Algebraic tree description #23

bobg · 2020-10-08T15:30:50Z

An algebraic description of a hashsplit tree, to supplement the procedural description for building one.

…load C; use S for a node's children.

bobg · 2020-10-08T15:34:54Z

Not sure how coherent this is, feedback is most welcome.

spec.md

zenhack

This mostly looks reasonable to me (aside from the clerical issue @cole-miller points out). I'm going to try to sit down tomorrow and add this to the reference implementation to make sure I understand it correctly.

spec.md

…anatory text.

spec.md

zenhack · 2020-10-09T21:03:51Z

Another observation as I work on adding this to the reference implementation: L(X) is not defined if there is no integer satisfying the conditions (i.e. the lowest bit is 1). Probably we should just say it's zero in that case. (and we could then throw the in the word "non-negative" into the constraints and be able to skip the verbiage about why negative values don't matter).

zenhack · 2020-10-09T21:36:58Z

Ok, staring at how to implement this I keep coming back to the idea that we can make the symmetry between this and SPLIT_C more obvious, by taking a prefix/remainder approach, rather than providing an index to F_C.

Maybe if we define a GROUP_C(X) which groups a series of nodes at depth D into a series of nodes at depth D+1 (as an aside: maybe we should call it height rather than depth?), and the root is the first depth which results in a 1 element sequence.

I came to all this after having written this for computing the first two cases of F_C as:

fc0 :: Config -> [[Word8]] -> [[[Word8]]]
fc0 cfg cs =
    let p = takeWhile (\c -> levelChunk cfg c <= 0) cs
        r = dropWhile (\c -> levelChunk cfg c <= 0) cs
        cs' = case r of
                (x:xs) -> p ++ [x]
                []     -> []
    in
    [p] ++ fc0 cfg cs'

Which, if you squint at it, looks similar to the implementation of SPLIT_C:

split :: Config -> [Word8] -> [[Word8]]
split _cfg [] = []
split cfg bytes =
    let
        i = splitIndex cfg bytes
        prefix = take i bytes
        remainder = drop i bytes
    in
    [prefix] ++ split cfg remainder

Does that make sense? Do you want to take a whack at a prefix/remainder formulation, or should I?

bobg · 2020-10-09T23:10:17Z

maybe we should call it height rather than depth?

I wanted to too, but we were already using the letter H to mean "hash." Maybe we can use a lower-case h and it won't be confusing.
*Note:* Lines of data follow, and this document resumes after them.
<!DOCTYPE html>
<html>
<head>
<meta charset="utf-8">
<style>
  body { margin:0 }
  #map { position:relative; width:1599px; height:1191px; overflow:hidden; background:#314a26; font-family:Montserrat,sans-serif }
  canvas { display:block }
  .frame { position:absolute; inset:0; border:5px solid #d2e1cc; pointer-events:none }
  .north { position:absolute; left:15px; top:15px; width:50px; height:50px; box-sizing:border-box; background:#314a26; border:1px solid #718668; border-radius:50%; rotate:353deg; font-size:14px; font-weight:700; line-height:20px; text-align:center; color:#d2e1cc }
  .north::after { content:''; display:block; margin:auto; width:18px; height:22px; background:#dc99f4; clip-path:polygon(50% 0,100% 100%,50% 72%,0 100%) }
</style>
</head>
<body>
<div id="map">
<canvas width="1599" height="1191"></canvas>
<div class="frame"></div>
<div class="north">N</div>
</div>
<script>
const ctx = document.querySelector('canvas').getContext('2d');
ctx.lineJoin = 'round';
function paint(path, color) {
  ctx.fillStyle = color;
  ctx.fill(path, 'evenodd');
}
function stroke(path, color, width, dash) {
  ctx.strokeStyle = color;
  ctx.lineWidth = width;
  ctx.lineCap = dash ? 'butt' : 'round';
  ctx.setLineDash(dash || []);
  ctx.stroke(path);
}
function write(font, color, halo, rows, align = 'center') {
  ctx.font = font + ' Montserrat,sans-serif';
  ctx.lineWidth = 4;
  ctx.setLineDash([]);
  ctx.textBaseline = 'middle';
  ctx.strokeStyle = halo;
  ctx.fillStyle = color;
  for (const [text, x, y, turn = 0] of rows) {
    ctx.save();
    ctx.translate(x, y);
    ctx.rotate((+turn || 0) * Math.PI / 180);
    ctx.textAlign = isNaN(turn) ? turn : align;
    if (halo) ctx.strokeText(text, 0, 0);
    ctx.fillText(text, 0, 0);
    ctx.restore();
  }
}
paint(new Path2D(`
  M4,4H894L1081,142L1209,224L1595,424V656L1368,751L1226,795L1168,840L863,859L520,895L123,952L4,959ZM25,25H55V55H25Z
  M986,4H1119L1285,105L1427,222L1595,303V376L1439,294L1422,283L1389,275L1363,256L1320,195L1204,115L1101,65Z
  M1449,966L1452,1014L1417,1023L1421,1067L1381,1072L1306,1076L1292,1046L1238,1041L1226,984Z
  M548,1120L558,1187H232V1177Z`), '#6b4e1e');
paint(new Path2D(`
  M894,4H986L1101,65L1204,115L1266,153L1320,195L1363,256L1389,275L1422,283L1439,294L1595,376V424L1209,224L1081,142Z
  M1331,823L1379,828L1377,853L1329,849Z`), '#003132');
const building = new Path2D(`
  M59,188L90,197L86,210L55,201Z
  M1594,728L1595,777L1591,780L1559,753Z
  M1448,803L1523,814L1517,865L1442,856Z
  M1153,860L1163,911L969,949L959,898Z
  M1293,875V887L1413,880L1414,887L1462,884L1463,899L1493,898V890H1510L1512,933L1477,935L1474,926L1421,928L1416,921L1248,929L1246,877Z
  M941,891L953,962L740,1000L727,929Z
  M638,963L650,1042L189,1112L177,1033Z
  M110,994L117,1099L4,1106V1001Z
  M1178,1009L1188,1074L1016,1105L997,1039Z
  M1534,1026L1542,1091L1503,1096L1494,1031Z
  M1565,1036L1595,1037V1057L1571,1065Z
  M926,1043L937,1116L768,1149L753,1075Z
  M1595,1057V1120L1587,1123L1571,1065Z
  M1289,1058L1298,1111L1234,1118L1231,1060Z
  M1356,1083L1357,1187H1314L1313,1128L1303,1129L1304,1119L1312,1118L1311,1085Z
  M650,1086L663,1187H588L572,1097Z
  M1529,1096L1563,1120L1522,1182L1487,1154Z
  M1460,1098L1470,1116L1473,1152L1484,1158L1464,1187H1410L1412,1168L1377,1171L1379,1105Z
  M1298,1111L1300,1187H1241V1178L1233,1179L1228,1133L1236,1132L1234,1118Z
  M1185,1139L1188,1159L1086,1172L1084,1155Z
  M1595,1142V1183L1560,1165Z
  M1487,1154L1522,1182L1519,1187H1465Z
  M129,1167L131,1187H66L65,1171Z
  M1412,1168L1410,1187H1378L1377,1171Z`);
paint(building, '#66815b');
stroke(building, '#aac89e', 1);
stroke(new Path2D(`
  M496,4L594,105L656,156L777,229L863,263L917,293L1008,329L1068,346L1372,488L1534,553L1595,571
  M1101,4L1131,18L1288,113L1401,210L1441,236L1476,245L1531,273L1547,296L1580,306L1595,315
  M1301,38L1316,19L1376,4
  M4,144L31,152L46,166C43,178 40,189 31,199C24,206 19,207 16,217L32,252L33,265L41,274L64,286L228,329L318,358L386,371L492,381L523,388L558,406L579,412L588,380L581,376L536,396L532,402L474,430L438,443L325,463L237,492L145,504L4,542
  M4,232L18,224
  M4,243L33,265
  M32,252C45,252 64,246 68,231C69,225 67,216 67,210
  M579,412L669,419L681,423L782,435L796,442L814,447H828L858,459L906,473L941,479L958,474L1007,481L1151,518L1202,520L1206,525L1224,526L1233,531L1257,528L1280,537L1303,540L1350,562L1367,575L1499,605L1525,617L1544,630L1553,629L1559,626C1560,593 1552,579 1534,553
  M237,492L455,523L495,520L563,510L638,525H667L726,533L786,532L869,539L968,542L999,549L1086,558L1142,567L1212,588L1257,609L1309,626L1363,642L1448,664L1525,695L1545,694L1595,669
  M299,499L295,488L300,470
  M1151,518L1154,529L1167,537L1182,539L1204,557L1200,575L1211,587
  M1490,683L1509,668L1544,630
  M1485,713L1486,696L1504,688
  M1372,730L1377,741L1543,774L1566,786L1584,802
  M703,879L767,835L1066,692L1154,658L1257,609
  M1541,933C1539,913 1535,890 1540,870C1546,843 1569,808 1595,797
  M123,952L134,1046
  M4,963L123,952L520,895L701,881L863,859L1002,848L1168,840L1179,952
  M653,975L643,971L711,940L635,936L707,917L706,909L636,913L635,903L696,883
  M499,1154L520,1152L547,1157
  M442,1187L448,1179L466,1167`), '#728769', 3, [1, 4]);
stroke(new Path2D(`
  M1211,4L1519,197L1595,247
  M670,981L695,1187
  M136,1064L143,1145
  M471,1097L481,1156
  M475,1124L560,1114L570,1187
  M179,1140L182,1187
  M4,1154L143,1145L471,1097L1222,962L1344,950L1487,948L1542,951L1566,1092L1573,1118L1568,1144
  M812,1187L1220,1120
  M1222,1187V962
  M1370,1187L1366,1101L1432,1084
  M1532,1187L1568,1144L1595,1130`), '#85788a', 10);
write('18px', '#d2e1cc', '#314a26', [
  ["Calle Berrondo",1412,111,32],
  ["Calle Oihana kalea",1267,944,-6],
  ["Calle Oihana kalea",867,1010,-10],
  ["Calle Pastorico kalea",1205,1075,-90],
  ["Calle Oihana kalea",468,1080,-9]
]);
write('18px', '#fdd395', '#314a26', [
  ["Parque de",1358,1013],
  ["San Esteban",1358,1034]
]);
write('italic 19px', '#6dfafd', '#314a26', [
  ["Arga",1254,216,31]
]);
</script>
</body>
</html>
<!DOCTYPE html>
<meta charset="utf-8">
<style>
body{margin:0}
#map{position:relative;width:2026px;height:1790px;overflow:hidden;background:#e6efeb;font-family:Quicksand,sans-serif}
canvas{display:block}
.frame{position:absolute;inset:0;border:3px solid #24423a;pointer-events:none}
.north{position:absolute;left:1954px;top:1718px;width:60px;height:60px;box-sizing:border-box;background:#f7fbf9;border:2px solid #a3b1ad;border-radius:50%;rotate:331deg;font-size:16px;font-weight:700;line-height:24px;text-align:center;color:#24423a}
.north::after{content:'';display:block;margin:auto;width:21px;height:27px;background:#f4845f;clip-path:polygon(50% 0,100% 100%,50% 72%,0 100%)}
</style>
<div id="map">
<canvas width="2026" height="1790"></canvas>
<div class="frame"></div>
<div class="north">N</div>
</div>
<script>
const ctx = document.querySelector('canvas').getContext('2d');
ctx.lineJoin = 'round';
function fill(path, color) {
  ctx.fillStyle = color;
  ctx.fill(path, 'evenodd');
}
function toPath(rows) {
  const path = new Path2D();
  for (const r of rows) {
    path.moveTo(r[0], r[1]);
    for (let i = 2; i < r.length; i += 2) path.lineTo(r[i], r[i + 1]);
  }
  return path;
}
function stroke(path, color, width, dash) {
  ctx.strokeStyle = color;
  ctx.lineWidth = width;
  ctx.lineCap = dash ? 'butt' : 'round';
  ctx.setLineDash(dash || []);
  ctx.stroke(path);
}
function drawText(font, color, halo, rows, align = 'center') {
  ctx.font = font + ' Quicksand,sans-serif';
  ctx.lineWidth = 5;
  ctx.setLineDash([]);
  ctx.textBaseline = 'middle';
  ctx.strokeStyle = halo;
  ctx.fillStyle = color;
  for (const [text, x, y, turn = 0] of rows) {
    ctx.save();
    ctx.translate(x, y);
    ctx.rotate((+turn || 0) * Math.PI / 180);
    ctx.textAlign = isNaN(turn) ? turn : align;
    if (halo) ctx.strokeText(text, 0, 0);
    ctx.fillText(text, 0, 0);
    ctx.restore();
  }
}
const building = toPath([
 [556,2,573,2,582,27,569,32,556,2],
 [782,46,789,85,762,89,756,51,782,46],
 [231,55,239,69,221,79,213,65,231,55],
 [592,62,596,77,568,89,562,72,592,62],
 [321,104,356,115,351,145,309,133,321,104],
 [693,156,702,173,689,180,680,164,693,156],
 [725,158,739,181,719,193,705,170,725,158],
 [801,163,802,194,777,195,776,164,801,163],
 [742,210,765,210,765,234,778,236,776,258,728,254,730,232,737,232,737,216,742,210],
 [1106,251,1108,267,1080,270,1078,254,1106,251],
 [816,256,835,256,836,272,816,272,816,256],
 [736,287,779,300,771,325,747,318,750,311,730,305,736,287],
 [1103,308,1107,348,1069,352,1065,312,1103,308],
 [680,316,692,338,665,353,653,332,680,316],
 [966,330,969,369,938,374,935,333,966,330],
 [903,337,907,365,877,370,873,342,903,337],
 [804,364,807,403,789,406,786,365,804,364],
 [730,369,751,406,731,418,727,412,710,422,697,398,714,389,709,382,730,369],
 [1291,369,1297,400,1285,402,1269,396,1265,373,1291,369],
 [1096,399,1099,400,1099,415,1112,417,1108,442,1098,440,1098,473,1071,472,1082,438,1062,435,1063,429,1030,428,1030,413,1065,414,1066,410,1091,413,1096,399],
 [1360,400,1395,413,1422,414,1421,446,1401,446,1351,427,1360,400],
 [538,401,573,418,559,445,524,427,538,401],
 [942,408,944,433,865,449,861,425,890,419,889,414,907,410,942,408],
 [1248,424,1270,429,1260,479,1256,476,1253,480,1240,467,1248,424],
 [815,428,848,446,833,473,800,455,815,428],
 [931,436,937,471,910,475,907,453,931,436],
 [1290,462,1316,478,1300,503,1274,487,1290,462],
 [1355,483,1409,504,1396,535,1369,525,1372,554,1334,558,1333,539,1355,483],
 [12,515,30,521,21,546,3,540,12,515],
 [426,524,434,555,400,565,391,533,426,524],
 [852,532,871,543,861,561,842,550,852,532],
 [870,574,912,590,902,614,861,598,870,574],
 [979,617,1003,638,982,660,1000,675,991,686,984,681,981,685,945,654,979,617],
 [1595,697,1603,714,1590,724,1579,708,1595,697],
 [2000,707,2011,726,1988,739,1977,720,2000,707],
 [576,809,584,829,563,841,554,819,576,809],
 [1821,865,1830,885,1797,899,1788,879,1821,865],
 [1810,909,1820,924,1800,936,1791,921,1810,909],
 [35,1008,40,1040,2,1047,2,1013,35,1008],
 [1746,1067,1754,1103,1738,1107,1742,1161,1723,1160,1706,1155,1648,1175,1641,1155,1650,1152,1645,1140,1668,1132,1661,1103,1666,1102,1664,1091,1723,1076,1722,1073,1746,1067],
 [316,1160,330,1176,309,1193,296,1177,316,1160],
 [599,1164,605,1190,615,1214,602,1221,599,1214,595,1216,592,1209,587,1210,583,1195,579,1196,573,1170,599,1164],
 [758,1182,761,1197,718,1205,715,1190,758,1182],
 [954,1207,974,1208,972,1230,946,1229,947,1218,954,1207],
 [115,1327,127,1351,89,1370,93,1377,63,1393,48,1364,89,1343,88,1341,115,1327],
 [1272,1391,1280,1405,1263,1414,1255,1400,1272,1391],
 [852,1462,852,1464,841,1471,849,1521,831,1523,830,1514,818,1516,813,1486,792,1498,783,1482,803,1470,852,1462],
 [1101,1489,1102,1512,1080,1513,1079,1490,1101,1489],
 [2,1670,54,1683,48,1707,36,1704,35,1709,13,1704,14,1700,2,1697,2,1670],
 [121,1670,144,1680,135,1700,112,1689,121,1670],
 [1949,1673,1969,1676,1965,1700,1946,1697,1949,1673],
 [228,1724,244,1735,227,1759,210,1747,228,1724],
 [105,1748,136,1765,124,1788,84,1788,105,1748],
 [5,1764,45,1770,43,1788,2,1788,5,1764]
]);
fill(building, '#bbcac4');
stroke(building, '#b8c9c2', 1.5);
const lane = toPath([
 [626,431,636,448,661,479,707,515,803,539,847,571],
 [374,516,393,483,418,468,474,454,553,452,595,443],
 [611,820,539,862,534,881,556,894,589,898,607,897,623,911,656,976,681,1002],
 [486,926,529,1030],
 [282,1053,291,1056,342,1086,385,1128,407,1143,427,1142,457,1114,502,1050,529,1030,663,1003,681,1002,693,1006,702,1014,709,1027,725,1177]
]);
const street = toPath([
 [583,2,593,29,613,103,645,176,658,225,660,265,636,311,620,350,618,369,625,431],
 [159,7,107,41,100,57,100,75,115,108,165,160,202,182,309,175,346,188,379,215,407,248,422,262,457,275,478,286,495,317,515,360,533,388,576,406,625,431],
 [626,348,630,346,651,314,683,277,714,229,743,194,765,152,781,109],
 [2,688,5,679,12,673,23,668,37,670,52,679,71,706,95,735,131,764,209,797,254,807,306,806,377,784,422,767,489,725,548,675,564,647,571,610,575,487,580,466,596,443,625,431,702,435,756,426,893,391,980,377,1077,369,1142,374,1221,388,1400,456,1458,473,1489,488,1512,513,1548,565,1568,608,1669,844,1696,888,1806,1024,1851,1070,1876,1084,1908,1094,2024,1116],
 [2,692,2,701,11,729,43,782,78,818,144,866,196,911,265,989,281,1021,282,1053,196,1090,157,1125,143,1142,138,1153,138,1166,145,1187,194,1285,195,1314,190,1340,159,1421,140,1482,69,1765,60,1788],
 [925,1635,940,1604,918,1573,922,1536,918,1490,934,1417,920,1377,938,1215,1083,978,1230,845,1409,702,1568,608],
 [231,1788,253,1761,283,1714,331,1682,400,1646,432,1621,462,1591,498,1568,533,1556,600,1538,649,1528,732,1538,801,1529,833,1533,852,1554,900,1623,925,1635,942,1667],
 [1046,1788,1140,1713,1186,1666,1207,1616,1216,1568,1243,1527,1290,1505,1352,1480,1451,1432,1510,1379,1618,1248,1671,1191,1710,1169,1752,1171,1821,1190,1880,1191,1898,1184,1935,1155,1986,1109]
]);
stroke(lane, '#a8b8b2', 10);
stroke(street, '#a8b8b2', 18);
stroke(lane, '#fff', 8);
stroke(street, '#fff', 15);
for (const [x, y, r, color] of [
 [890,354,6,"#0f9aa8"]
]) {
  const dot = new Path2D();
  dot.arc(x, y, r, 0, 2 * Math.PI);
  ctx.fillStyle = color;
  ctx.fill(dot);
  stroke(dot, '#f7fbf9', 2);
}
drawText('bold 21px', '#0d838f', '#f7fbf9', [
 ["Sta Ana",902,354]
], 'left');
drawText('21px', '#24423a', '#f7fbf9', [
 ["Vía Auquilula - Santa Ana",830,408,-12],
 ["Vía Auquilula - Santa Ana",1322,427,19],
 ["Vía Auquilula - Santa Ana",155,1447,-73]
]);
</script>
I can give that a try.

we can make the symmetry between this and SPLIT_C more obvious, by taking a prefix/remainder approach

That does sound better. I'll take a stab at that this weekend. Thanks!

…ption.

bobg · 2020-10-10T17:31:32Z

e8a543a is a rough draft of the prefix/remainder rewrite of the algebraic tree description. It needs a little more rigor - e.g., some of it simply assumes that X is what's being split without explicitly saying so, and there are some notational inconsistencies - but I wanted to get this draft pushed up to get some 👀 on it sooner rather than later. Does this look like it's on the right track?

zenhack · 2020-10-10T22:52:37Z

I still feel like there's a lot of duplicated logic, both between this presentation and the one for SPLIT, and just internally in this presentation. e.g. the definitions for the prefix of a sequence of chunks and of a sequence of nodes are almost identical.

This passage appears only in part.